Description: Hiko Springs is located a short distance off of Hwy 163 (Fig. 02) not far from the Grapevine Canyon site and the city of Laughlin, Nevada. The amazing thing is that there is very little information to be found about this site on the Internet; especially considering the number of Petroglyphs that can be found here. Unless you have a 4WD vehicle, I would advise parking just off the highway (Fig. 01) and walking the .8 of a mile to the site. The Hiko Springs site here (not to be confused with the Hiko Springs in Lincoln County) seems to have essentially, many of the same rock art designs as the site found in Grapevine Canyon, located only 4 miles to the north. The petroglyphs here are also pecked into vertical cliff of granitic rock covered with a dark patina called desert varnish. Because the formation of desert varnish is a very slow process, it suggests that these etchings are quite old.

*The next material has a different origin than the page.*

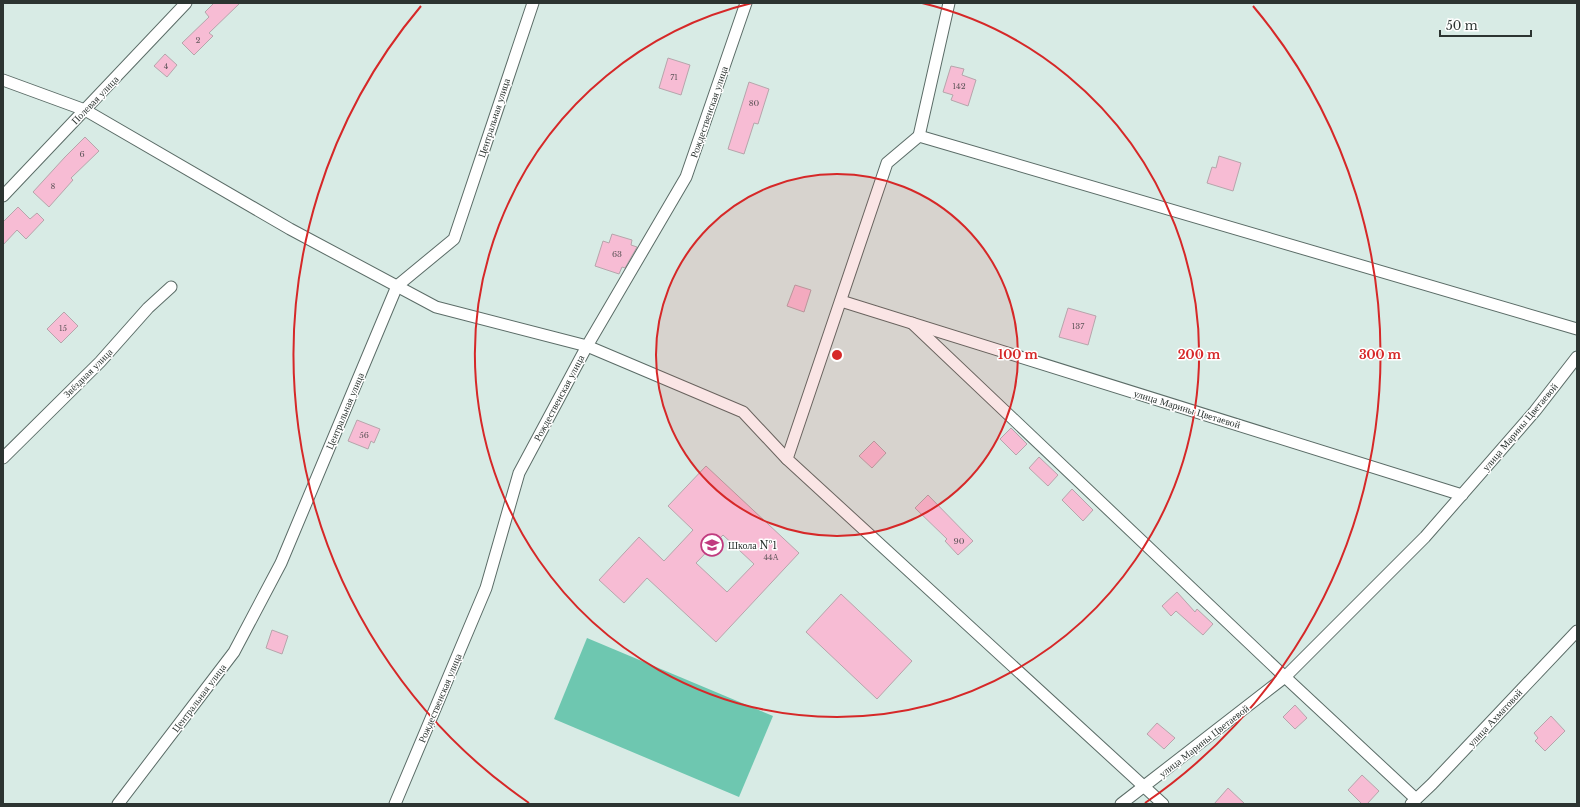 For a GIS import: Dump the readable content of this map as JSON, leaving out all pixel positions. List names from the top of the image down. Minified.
{"streets":{"street":["Полевая улица","Рождественская улица","Центральная улица","Звёздная улица","улица Марины Цветаевой","улица Ахматовой"]},"crossings":[["улица Марины Цветаевой","улица Ахматовой"]],"places":{"school or university":["Школа №1"]},"house_numbers":["2","4","71","142","80","6","8","63","137","15","56","90","44А"],"scale_bar":"50 m","rings":["100 m","200 m","300 m"]}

02/02/2016 Trip Notes:  On January 24th I received an email from Kenneth Todd, a resident of Golden Valley Arizona, that hiked Hiko Spring  after finding this page on the Internet. He noted that a severe flow of water from a big storm, subsequent to my 2013 visit here, had washed away much of the heavy growth of the invasive shrubs and vegetation that had previously clogged the wash, making hiking down the wash much easier. He then indicated that by hiking about 1.2 miles past the cement foundation, he discovered a series of petroglyph panels on the wall above a flat rock on the right side of the wash. I decided to try it out for myself. Click here for petroglyph pictures and a description of this hike ... Hiko Spring (Lower) Hike.
10/31/2013 Trip Notes: For today’s visit, I met up with the Rock-hounds from Henderson’s Senior Facility, who made a stop here before continuing on to Grapevine Canyon. Even though it was cool, it was sunny without the clouds and winds I had experience earlier in the week. The majority of the petroglyphs here are on the cliffs (Figs. 03-09) east of the foundations and along the saddle you have to scramble over to get to the other side of the spring. By no means do they end here. You can spot several more (Fig. 10) after climbing over the saddle past the spring. Though nowhere as prolific as those down the road at Grapevine Canyon, there are enough here to peak the interest of the average desert explorer. From something I found on the Internet, I’m inclined to believe that you can find even more by hiking another half mile further into the canyon (Fig. 11). Unfortunately, Blake and I hiked down the wash too far to the left and got buried up to our shoulders in some very high reeds (Figs. 12 & 13). Though we were unable to find any visible signs of water, the amount of vegetation here suggests that it must not be too far under ground. I hope to hike further down this canyon wash on our next visit.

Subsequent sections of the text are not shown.